▶ TASK TO CARRY OUT: As the answer, give a copy of each line below that includes the word "function".

▶ Stored data entries:
====

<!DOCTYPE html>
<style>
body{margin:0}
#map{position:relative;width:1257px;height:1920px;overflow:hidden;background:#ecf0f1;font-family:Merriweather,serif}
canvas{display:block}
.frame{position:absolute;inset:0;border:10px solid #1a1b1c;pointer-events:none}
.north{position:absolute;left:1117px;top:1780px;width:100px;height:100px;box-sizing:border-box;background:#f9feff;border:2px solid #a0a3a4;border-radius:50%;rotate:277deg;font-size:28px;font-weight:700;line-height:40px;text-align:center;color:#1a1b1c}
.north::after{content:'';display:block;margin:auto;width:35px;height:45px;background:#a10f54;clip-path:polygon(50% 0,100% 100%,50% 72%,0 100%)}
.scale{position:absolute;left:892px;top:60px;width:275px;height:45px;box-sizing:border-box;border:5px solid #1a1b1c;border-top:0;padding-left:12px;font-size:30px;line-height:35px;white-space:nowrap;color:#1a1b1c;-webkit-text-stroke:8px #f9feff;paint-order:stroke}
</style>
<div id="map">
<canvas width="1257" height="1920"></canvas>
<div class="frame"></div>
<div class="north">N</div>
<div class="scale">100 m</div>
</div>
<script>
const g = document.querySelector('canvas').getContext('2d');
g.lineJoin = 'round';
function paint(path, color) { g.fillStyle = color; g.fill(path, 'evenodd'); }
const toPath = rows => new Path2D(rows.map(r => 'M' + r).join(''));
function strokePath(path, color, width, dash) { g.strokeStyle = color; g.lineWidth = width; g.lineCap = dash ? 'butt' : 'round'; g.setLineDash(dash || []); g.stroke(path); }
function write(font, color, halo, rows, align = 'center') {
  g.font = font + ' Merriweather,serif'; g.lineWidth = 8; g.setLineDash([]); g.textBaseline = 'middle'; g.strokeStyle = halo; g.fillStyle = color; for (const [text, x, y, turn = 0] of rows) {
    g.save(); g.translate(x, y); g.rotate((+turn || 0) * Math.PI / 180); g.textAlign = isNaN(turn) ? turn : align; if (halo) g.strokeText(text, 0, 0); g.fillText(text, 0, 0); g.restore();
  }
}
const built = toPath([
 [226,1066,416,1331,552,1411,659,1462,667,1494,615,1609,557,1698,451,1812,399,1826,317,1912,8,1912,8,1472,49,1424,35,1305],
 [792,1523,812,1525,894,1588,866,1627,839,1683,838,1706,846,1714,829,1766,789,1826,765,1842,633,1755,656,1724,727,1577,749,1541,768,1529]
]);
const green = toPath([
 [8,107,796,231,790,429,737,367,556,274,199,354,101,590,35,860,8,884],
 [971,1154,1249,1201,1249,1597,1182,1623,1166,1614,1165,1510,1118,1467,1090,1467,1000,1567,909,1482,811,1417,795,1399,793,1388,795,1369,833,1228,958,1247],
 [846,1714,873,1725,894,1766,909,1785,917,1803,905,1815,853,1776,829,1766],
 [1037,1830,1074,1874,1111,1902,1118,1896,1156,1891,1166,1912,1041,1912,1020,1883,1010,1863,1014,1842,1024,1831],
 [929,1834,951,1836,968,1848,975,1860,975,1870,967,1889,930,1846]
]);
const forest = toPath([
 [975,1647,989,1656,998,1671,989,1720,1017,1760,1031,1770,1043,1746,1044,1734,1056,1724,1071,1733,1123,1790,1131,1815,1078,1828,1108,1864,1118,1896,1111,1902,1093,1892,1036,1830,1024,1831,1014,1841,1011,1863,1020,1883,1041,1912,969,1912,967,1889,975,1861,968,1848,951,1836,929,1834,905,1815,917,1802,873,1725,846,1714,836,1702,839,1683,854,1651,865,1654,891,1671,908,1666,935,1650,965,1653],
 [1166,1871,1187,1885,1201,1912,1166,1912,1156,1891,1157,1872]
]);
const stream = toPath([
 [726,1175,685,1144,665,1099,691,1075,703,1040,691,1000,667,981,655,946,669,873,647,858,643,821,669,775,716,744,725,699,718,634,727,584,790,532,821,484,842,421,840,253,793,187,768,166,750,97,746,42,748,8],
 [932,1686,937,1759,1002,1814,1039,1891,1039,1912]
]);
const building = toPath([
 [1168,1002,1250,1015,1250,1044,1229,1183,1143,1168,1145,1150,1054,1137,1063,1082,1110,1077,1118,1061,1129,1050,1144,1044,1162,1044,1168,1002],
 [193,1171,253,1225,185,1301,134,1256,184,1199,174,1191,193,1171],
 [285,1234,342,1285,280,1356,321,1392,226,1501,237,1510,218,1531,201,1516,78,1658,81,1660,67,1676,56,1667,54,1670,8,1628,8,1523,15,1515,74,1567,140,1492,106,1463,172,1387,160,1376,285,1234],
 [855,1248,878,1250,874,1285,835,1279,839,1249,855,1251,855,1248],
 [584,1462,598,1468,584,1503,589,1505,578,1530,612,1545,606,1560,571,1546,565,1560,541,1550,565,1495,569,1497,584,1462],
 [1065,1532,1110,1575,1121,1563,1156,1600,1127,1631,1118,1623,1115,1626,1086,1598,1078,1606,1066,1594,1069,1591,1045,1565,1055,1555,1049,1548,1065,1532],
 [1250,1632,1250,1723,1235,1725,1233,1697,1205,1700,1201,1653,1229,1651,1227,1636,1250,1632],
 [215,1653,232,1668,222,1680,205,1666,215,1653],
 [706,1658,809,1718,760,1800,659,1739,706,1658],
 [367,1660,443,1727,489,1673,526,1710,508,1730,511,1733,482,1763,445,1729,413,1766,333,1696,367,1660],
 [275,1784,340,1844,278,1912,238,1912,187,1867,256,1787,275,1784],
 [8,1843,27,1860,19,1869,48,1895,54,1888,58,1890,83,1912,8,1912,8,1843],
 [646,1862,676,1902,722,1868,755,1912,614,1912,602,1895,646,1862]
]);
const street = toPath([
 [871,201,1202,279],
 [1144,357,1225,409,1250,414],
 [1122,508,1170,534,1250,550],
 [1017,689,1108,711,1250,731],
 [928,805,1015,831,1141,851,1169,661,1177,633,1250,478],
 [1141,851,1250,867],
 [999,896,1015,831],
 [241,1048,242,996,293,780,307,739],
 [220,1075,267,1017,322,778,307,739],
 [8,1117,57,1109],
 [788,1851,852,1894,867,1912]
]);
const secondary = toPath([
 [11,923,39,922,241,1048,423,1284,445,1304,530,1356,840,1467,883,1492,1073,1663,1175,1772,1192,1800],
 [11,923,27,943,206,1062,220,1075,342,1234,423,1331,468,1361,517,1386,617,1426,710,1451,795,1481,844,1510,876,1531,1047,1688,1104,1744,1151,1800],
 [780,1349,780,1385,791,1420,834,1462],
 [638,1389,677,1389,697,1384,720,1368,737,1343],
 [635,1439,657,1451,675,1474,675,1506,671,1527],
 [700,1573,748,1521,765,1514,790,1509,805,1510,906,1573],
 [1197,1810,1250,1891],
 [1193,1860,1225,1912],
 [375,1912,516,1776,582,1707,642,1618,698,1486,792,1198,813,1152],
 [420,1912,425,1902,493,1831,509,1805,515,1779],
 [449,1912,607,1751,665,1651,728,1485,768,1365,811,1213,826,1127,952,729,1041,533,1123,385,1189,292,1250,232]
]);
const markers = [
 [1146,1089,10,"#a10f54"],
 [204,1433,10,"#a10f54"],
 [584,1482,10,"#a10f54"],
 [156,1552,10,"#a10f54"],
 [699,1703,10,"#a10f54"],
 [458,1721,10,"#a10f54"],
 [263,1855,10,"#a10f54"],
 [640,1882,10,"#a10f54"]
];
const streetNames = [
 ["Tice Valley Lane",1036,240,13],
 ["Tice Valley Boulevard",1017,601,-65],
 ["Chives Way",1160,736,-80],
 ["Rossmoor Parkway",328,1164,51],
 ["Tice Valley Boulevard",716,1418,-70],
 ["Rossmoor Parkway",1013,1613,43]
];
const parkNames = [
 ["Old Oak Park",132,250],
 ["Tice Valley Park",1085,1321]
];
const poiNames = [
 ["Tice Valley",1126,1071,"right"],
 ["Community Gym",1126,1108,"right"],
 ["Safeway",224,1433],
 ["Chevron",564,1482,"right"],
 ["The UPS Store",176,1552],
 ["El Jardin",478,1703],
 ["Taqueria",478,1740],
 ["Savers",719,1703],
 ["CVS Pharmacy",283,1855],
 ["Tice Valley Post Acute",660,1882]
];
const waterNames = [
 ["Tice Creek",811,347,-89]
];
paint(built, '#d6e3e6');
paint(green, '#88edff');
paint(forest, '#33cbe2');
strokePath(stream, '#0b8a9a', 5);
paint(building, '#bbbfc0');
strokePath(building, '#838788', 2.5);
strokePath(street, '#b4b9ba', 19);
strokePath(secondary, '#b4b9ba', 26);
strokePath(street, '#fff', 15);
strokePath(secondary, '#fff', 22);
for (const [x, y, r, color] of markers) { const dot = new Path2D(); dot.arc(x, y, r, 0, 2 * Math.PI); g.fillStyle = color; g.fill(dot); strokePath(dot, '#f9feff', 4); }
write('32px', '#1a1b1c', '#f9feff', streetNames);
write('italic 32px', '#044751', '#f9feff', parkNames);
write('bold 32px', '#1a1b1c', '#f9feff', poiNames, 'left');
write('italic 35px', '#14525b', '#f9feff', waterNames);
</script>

====

▶ THE ANSWER:
function paint(path, color) { g.fillStyle = color; g.fill(path, 'evenodd'); }
function strokePath(path, color, width, dash) { g.strokeStyle = color; g.lineWidth = width; g.lineCap = dash ? 'butt' : 'round'; g.setLineDash(dash || []); g.stroke(path); }
function write(font, color, halo, rows, align = 'center') {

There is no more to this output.